Nate Ford was one of those players for Maricopa High School.
Head coach Chris McDonald said Ford had “flawless character” and someone the team could rally around when times got tough. The Rams felt that adversity before the season even got started when Ford died in a car accident on August 21st.
“I’m extremely disappointed that we only had Nate for 16 years. The young man was going to do a lot of good in this world,” McDonald said.
Maricopa was left feeling like they were just punched in the gut. They had to pick up the pieces within the community and then somehow get back to playing football.
And that’s where they can still look to Ford’s leadership.
His presence is felt on the sideline: his helmet sits on the bench with “R.I.P. Nate” etched in orange above the facemask and messages from his teammates are in black sharpie surrounding the red Rams logo. Perched above the helmet sits a flag with 42, his number, and Ford’s name.
“He was a part of this team at a point in time,” quarterback Aaron Owens, who has known Ford since both of them were eighth graders, said. “But we don’t ever want to forget him. He’ll be on the sideline for the rest of the season, hopefully forever.”
With reminders of Ford on the sideline, the Rams are focused to honor their teammate by taking the field the way #42 would, and that’s with intensity, intelligence, and character.

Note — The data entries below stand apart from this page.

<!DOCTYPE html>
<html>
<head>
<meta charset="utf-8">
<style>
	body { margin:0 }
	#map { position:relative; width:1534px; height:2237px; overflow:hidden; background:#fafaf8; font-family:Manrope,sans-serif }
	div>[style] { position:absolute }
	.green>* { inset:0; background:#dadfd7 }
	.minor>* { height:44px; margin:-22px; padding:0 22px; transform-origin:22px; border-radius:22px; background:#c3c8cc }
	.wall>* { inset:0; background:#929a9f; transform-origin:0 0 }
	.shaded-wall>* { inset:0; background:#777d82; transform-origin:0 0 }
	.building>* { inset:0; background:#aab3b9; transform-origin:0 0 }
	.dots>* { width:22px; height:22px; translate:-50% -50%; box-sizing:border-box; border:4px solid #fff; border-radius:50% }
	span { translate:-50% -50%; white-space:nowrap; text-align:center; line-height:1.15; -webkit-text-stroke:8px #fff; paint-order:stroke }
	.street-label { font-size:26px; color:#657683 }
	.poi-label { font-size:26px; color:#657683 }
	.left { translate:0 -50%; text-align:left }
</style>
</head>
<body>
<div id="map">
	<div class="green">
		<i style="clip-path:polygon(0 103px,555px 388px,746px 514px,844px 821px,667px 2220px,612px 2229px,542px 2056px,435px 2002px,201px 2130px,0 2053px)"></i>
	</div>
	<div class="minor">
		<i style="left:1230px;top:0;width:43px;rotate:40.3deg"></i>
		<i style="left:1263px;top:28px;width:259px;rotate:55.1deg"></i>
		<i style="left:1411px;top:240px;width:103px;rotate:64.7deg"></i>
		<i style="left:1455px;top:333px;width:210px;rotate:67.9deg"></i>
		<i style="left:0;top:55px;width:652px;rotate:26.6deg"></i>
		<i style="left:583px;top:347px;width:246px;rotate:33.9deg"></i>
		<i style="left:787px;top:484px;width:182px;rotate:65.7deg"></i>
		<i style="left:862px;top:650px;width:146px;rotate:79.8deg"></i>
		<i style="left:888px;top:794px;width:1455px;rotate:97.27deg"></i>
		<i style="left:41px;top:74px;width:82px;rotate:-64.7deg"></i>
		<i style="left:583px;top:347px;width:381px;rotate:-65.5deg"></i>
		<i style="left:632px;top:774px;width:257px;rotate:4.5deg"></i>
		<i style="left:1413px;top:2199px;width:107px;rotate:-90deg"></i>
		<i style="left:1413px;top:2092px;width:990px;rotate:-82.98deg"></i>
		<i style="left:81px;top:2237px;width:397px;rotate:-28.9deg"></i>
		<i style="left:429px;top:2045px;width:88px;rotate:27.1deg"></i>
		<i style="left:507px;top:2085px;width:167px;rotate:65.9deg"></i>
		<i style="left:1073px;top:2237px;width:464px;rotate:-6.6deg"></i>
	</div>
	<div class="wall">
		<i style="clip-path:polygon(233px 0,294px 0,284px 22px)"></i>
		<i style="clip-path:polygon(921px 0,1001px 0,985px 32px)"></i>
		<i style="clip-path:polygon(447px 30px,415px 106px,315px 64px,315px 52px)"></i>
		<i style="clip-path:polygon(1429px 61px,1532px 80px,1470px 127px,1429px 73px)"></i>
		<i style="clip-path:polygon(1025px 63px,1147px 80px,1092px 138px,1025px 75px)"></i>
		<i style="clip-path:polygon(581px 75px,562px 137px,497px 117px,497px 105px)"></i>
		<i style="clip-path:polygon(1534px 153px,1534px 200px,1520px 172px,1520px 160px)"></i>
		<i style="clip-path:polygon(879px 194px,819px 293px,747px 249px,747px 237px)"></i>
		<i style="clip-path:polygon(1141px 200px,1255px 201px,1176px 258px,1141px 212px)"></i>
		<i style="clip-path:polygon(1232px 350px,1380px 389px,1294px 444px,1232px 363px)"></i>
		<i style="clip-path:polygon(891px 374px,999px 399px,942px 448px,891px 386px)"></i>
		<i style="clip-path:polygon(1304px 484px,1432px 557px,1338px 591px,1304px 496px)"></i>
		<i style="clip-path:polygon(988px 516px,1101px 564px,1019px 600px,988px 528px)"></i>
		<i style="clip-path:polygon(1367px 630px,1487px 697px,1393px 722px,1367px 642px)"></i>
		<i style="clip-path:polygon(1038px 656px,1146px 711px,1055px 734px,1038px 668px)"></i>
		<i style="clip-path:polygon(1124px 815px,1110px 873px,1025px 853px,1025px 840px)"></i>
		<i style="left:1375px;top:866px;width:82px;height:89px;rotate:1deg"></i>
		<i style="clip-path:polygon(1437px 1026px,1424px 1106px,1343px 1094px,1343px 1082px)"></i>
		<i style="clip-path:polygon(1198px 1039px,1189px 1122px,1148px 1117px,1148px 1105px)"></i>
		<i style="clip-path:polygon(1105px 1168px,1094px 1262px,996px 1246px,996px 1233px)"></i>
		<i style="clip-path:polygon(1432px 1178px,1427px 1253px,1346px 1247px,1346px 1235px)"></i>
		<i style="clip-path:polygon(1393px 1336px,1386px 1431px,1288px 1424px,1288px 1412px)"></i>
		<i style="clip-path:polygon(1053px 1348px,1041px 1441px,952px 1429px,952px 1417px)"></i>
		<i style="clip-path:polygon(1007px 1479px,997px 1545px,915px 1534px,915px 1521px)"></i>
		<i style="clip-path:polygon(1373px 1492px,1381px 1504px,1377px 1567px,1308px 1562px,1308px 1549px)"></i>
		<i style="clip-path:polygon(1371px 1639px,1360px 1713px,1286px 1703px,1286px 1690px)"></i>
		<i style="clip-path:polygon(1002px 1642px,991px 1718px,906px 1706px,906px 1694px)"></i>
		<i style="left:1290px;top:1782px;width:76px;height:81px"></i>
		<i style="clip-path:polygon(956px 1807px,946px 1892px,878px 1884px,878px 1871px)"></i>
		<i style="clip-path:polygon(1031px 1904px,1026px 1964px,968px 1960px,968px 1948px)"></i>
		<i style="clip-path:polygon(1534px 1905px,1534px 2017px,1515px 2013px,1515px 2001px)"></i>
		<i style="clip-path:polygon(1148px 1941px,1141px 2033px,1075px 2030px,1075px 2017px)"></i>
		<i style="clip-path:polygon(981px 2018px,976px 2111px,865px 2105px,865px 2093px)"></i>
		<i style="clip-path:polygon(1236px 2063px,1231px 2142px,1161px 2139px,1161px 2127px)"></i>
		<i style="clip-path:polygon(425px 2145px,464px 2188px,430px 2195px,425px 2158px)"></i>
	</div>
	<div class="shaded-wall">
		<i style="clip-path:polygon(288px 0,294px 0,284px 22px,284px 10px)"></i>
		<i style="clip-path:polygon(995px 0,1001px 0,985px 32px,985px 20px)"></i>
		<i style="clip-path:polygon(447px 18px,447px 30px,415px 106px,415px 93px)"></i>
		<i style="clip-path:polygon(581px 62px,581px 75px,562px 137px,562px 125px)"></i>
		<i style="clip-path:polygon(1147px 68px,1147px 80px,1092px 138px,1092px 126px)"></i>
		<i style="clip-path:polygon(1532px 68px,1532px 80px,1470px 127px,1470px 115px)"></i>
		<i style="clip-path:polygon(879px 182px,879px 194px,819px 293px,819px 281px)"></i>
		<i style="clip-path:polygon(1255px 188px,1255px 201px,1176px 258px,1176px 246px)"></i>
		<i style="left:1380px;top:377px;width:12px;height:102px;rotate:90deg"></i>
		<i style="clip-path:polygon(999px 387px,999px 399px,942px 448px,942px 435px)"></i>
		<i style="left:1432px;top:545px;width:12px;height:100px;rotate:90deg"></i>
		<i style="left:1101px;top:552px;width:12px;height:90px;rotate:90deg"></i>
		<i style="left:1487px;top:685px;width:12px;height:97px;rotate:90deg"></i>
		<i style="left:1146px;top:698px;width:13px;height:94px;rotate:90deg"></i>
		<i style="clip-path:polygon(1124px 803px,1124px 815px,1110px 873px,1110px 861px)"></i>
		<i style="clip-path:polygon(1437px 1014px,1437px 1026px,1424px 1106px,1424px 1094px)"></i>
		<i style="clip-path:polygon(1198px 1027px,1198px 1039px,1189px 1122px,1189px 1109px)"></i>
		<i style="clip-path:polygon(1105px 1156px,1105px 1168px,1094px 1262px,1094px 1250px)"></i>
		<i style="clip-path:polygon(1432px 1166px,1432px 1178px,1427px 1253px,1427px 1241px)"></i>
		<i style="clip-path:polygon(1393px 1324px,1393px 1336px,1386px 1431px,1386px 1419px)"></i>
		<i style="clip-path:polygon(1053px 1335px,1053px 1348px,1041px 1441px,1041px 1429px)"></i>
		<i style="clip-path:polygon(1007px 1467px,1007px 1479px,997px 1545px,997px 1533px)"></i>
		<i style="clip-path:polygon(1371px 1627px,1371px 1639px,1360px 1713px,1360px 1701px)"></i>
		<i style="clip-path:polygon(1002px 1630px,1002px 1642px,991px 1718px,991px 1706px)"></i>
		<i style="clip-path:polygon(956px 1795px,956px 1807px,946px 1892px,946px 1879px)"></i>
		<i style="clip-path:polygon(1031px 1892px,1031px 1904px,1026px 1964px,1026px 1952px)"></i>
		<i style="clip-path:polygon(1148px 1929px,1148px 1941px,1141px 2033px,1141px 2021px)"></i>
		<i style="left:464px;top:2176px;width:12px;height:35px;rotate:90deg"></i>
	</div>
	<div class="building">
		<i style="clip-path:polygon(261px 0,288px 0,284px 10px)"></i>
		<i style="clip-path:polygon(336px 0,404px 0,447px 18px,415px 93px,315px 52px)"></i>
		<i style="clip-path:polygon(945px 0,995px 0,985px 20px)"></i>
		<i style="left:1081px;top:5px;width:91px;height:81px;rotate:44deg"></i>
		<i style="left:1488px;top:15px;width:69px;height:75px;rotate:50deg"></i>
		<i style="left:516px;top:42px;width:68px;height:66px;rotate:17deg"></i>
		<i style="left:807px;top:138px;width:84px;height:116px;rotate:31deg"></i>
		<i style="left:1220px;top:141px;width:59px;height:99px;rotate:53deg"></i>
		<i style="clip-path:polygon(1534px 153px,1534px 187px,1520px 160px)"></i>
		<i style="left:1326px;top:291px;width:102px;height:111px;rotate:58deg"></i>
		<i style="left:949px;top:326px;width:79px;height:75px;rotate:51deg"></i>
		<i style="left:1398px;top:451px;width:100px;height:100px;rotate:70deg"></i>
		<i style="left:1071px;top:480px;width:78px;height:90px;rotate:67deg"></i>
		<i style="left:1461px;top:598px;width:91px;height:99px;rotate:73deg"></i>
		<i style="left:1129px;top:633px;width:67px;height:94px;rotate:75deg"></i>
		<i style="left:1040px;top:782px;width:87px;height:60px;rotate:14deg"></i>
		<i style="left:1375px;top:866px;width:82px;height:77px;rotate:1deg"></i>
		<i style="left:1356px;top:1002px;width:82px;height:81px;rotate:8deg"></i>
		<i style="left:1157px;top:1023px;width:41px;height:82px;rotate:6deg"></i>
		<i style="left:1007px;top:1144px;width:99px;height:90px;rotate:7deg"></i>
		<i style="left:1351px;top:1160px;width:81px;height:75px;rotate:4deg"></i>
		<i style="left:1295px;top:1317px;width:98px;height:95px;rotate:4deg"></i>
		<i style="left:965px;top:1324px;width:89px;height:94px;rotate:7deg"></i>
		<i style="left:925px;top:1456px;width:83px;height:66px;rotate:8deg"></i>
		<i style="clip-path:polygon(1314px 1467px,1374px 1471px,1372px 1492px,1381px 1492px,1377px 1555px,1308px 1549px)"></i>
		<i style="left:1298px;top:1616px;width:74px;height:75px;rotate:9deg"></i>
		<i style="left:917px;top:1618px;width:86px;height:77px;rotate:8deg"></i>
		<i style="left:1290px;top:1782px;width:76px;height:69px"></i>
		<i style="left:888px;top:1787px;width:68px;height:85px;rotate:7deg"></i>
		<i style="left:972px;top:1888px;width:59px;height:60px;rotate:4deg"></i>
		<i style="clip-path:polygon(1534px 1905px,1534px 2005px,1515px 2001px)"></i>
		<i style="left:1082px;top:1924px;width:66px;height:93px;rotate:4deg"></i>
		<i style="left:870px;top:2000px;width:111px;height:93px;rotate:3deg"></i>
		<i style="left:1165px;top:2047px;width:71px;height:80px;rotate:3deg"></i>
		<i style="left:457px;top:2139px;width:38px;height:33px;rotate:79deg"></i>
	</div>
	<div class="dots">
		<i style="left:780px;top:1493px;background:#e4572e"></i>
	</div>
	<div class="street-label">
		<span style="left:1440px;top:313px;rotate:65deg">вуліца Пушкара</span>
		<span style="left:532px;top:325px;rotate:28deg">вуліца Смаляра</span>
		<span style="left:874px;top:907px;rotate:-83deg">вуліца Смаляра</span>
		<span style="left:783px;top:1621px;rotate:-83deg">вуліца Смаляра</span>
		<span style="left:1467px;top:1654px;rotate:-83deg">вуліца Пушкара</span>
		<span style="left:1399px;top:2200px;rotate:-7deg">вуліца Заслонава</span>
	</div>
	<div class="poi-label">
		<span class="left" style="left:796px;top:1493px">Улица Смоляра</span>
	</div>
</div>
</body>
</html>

“We don’t see it as a negative, we see it as a positive because Nate was a great presence and a positive person,” Maricopa athlete Johnny Johnson said. “We’re just going out and playing for him and that’s just our motivation this year.”
Just as the team did when he was in the middle of the huddle, the Rams are rallying around Ford again, winning their first two games in the 2015 season.
“I’m very proud of my kids for what they’ve accomplished in this short span and holding it together,” McDonald said with a horse voice and looking towards the sky.
“I know he’s looking down from up above, we all know that. He will be missed.”